SALT LAKE CITY -- Legislation moving review of a potential prison relocation project forward limped out of the House and was sent back to the Senate on Wednesday.
Members of the House amended SB 72 several times before approving the measure and sending the patchwork legislation back to the Senate.
The House bill adjusted membership on the board overseeing the potential move and included a key provision that any new facility not be privately owned. The board established by the bill would be charged with putting together a request for proposal for the possible prison relocation.
Quick action on the latest version seems unlikely, as the Senate amended the bill a number of times over three days of review. Much of the discussion has been about who should have a voice in the proposal.
The House amendment reduced the number of representatives from Draper from two to one and removed a representative from the Utah Association of Counties as a potential board member.
House sponsor Rep. Brad Wilson, R-Kaysville, suggested there is urgency to move the prison review process forward.
"This is not going to be an easy process, but I can say absolutely this is the right thing to do," he said.
Lawmakers have been told the relocation of the prison could generate as many as 40,000 jobs in the Draper area on the 700 acres of land the prison now occupies, with a financial impact estimated to be as much as $20 billion over 25 years.
Not everyone is buying the numbers or the rush to move forward.

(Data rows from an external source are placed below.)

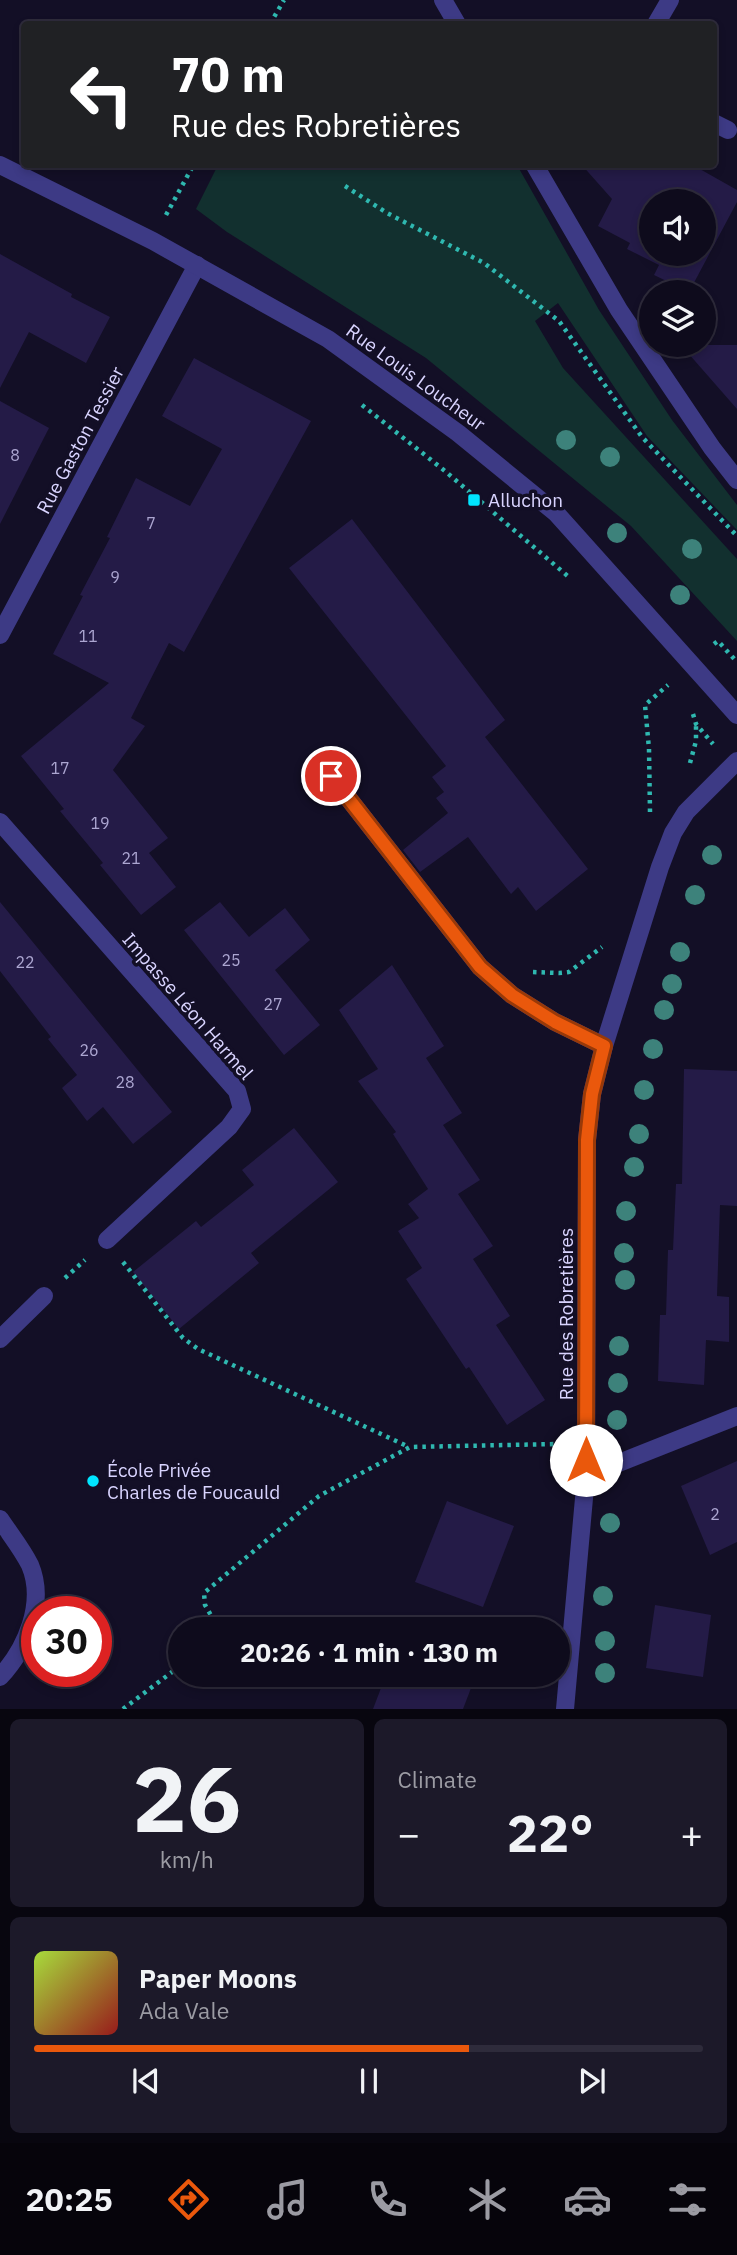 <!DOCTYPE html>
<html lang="en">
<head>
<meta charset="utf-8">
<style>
	:root { --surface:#0e0b1c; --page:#1c1929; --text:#f1f3f6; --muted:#9b9ba3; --line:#2e2b3b; --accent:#ea580c }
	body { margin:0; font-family:"IBM Plex Sans",sans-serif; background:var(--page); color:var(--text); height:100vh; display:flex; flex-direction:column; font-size:26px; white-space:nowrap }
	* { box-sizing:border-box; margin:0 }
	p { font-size:23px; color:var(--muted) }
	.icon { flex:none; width:38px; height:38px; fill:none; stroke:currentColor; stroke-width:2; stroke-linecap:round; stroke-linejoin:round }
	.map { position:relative; height:1709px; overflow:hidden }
	.drawer { display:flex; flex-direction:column; gap:10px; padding:10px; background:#08060f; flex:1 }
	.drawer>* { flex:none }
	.top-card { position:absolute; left:21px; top:21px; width:696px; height:147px; border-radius:7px; box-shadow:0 4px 10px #0003,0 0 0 2px var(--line); background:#202124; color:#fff; overflow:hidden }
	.fabs { position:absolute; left:639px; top:189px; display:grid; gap:14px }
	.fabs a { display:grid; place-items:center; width:77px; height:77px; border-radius:50%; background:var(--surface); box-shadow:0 4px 10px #0003,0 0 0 2px var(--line); font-size:35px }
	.speed { position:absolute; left:21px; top:1596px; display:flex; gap:14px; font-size:35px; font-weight:700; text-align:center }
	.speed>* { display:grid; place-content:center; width:91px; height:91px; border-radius:50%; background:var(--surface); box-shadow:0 4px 10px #0003,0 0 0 2px var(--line); line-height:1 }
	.speed .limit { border:10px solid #d22; background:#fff; color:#111 }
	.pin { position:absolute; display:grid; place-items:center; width:60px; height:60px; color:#fff; margin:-30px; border:4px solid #fff; border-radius:50%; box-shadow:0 2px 7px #0007 }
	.me { position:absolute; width:77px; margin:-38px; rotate:0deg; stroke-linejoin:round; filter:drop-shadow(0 0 5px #0008) }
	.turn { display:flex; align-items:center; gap:24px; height:147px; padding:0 35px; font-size:32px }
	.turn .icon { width:91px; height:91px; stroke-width:2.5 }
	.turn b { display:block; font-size:49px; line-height:60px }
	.big { font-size:52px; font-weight:700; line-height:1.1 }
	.drawer .widget { flex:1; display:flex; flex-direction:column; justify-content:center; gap:10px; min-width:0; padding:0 24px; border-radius:10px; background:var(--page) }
	.drawer .dial { align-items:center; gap:0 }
	.dial b { font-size:91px; line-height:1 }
	.song { display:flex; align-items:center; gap:21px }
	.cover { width:84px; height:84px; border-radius:10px; background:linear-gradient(135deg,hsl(80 70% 55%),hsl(0 70% 35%)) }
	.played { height:7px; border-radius:4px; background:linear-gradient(90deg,var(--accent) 65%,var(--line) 65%) }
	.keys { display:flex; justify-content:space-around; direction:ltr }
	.heat { display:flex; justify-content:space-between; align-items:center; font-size:38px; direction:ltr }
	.drawer .tiles { flex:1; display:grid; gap:10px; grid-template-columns:1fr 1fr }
	.widget:last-child { grid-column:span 2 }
	.trip { position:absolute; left:168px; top:1617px; width:402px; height:70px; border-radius:35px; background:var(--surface); box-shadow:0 4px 10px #0003,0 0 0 2px var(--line); font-weight:700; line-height:70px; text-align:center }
	.dock { display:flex; height:112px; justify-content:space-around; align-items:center; background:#06040b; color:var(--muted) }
	.dock .icon { width:49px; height:49px }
	.dock .selected { color:var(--accent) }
	.dock b { font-size:32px; color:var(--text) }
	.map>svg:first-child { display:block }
	.green { fill:#12302f }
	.building { fill:#241b47; fill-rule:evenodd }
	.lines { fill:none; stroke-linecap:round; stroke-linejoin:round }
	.path { stroke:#2fb8b0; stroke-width:4.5; stroke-dasharray:3.5 5; stroke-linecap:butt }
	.service { stroke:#3d3a85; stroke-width:18 }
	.minor { stroke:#3d3a85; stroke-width:18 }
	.tertiary { stroke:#3d3a85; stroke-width:18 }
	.tree { fill:#3d827b }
	.route-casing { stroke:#983908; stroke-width:18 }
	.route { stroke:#ea580c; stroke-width:12 }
	.poi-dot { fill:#00e5ff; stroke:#130f26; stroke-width:2.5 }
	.labels { text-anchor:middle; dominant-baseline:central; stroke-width:7; stroke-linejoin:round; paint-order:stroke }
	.number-label { font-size:16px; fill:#aca6d1 }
	.street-label { font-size:19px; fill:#d9d4ff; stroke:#130f26 }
	.poi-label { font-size:19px; fill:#d9d4ff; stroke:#130f26; text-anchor:start }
</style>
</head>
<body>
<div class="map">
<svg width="737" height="1709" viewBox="0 0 737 1709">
	<rect width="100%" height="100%" fill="#130f26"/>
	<!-- green -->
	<path class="green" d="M218,165H517L599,310L672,420L737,505V530L647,436L558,303L535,321L563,368L737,559V641L631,526L426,358L227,232L196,209Z"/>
	<!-- building -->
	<g class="building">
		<path d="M581,164H691L737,190V202L689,292L654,275L659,265L627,249L630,243L598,226L612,199ZM651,201H704V254H651Z"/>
		<path d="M0,254L72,294L71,297L110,317L86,363L29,332L0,388Z"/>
		<path d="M681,345H737V409Z"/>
		<path d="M194,358L311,421L184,652L169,643L131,718L145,726L113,770L168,838L149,853L176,887L141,915L100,865L103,863L60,811L64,809L21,756L109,683L53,654L83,596L80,595L110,538L107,537L136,478L190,506L222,449L162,416Z"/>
		<path d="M0,401L49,428L0,524Z"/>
		<path d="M352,519L505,720L485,737L588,869L536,911L518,887L511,894L468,837L420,872L403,850L448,813L436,798L444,792L432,777L446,766L289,568Z"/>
		<path d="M0,902L172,1112L133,1144L103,1107L87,1121L62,1088L77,1075L48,1039L51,1037L0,971Z"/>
		<path d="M220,902L249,937L285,908L310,940L275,970L320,1025L284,1055L184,930Z"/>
		<path d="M392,965L444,1046L426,1058L462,1113L443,1125L480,1180L458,1194L493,1246L473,1259L510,1316L496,1325L545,1400L507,1425L469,1367L466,1369L406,1279L422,1268L398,1231L419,1218L408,1204L428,1189L393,1134L396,1132L358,1081L378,1069L339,1010Z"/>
		<path d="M684,1069L737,1071V1206L720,1205L717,1296L729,1297V1342L706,1340L704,1385L658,1381L660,1315H666L668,1250H673L676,1184H682Z"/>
		<path d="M294,1128L338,1182L251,1253L259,1263L179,1329L133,1272L196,1221L201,1227L254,1185L242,1170Z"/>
		<path d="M737,1461V1542L710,1555L681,1486Z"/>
		<path d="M447,1501L514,1526L483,1607L415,1582Z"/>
		<path d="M655,1605L711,1615L703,1677L646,1668Z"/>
		<path d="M386,1675H476L463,1709H373Z"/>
	</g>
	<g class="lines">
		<!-- path -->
		<g class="path">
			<path d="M270,24L284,0"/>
			<path d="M345,186L387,213L484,263L559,321L642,437L737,536"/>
			<path d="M166,215L194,164"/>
			<path d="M362,405L445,471L570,578"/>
			<path d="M714,644L718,641L737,662"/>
			<path d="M693,714L696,724L713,744"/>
			<path d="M690,763L696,741V724"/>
			<path d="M650,812L649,749L645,705L668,685"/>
			<path d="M533,972L559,973L569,972L602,947"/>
			<path d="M123,1262L183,1338L198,1349L409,1447"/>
			<path d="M65,1278L85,1260"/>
			<path d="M219,1629L205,1605L204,1593L319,1496L410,1447L556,1444"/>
			<path d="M123,1709L180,1666"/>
		</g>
		<!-- service -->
		<g class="service">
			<path d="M443,0L457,24"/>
			<path d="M656,24L670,0"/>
			<path d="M714,123L728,130"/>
			<path d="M534,164L619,310L712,448L737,480"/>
			<path d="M0,1339L44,1296"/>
			<path d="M0,1519C10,1534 22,1549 30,1565C46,1603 26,1649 0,1677"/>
		</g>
		<!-- minor -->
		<g class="minor">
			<path d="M0,635L197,265"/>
			<path d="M331,776L480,967L512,995L555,1022L604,1046"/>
			<path d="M0,822L237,1091L242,1109L229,1127L107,1240"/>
			<path d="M586,1476L737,1416"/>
			<path d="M565,1709L586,1476L587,1140L592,1094L604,1046L660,867L673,833L686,812L737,761"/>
		</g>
		<!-- tertiary -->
		<path class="tertiary" d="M0,165L153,241L328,339L458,433L556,513L737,715"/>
	</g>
	<!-- trees -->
	<g class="tree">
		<circle cx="566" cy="440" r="10"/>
		<circle cx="610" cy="457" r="10"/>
		<circle cx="617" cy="533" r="10"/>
		<circle cx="692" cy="549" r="10"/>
		<circle cx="680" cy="595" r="10"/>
		<circle cx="712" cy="855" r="10"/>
		<circle cx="695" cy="895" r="10"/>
		<circle cx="680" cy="952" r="10"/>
		<circle cx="672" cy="984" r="10"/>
		<circle cx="664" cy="1010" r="10"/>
		<circle cx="653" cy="1049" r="10"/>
		<circle cx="644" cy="1090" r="10"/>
		<circle cx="639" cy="1134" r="10"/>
		<circle cx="634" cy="1167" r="10"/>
		<circle cx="626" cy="1211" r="10"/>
		<circle cx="624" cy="1253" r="10"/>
		<circle cx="625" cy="1280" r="10"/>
		<circle cx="619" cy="1346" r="10"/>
		<circle cx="618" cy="1383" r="10"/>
		<circle cx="617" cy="1420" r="10"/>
		<circle cx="610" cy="1523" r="10"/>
		<circle cx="603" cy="1596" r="10"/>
		<circle cx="605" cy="1641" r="10"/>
		<circle cx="605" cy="1673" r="10"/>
	</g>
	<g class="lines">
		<defs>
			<path id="route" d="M331,776L480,967L512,995L555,1022L604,1046L592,1094L587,1140L586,1460"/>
		</defs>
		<!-- route casing -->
		<use href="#route" class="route-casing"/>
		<!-- route -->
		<use href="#route" class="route"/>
	</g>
	<!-- markers -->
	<g class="poi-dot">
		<rect x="467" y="493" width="14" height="14" rx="3.5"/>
		<circle cx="93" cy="1481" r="7"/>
	</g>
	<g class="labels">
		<!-- number labels -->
		<g class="number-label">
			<text x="15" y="455">8</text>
			<text x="151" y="523">7</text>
			<text x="115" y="577">9</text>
			<text x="88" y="636">11</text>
			<text x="60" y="768">17</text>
			<text x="100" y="823">19</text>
			<text x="131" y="858">21</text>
			<text x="231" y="960">25</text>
			<text x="25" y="962">22</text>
			<text x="273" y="1004">27</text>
			<text x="89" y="1050">26</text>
			<text x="125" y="1082">28</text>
			<text x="715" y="1514">2</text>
		</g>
		<!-- street labels -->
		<g class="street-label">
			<text transform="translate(416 377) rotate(36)">Rue Louis Loucheur</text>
			<text transform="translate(80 440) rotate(-62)">Rue Gaston Tessier</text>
			<text transform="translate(188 1006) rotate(49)">Impasse Léon Harmel</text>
			<text transform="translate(566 1314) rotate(-90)">Rue des Robretières</text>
		</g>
		<!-- poi labels -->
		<g class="poi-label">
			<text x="488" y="500">Alluchon</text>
			<text x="107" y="1470">École Privée<tspan x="107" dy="22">Charles de Foucauld</tspan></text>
		</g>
	</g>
</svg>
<div class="fabs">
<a><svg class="icon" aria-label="sound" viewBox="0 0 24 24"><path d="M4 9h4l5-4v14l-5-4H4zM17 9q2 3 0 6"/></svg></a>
<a><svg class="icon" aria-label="layers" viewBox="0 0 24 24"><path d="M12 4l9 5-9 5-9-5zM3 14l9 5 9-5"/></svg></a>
</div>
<div class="speed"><div class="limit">30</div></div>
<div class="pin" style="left:331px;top:776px;background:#d93025"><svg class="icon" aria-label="arrive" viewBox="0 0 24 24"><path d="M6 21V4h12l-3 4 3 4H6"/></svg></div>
<svg class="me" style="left:586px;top:1460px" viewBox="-20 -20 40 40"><circle r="19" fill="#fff"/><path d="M0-13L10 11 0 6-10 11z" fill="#ea580c"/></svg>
<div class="trip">20:26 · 1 min · 130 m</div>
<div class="top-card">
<div class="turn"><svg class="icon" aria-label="left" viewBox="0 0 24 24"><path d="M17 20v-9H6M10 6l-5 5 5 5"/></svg><div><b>70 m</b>Rue des Robretières</div></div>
</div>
</div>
<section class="drawer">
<div class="tiles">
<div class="widget dial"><b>26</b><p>km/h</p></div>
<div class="widget"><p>Climate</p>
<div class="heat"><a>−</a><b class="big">22°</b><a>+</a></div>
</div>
<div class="widget">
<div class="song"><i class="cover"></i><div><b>Paper Moons</b><p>Ada Vale</p></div></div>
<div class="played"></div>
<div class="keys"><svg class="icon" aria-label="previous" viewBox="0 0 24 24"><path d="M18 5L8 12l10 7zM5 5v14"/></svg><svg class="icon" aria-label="pause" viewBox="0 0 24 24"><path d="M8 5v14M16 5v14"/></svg><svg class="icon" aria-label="next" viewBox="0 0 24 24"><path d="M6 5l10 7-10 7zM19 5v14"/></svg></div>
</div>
</div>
</section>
<nav class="dock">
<b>20:25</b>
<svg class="icon selected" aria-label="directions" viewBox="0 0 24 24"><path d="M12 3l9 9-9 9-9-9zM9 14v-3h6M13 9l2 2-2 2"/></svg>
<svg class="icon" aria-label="music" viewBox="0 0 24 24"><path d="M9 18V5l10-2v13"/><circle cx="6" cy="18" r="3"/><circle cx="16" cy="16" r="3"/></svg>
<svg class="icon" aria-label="phone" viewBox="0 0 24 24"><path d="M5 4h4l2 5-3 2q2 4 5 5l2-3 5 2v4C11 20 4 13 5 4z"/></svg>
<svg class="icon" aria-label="climate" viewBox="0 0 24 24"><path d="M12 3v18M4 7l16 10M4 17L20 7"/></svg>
<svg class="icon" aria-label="car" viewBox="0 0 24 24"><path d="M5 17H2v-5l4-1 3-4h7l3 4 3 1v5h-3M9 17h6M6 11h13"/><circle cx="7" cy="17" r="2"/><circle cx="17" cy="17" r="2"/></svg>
<svg class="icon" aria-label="filters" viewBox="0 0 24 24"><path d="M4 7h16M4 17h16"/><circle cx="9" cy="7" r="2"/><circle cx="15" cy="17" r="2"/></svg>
</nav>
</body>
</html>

"I don't think this bill is ready for prime time. The issue of moving the prison is a good one, but I'm taken aback by the 40,000 jobs and $20 billion. The property sounds like it is made of gold and sounds too good to be true," said Rep. Mark Wheatley, D-Murray.
Wilson said the property is unique because of its access to major corridors, and he projected the current prison property could become a high-tech center later if the proposal is allowed to move forward.
"The high-tech sector isn't going to wait for us to decide if we're going to do this," he warned.
House Majority Whip Greg Hughes, R-Draper, said the most important thing is to get the process moving and warned lawmakers to not let perfect become the enemy of good.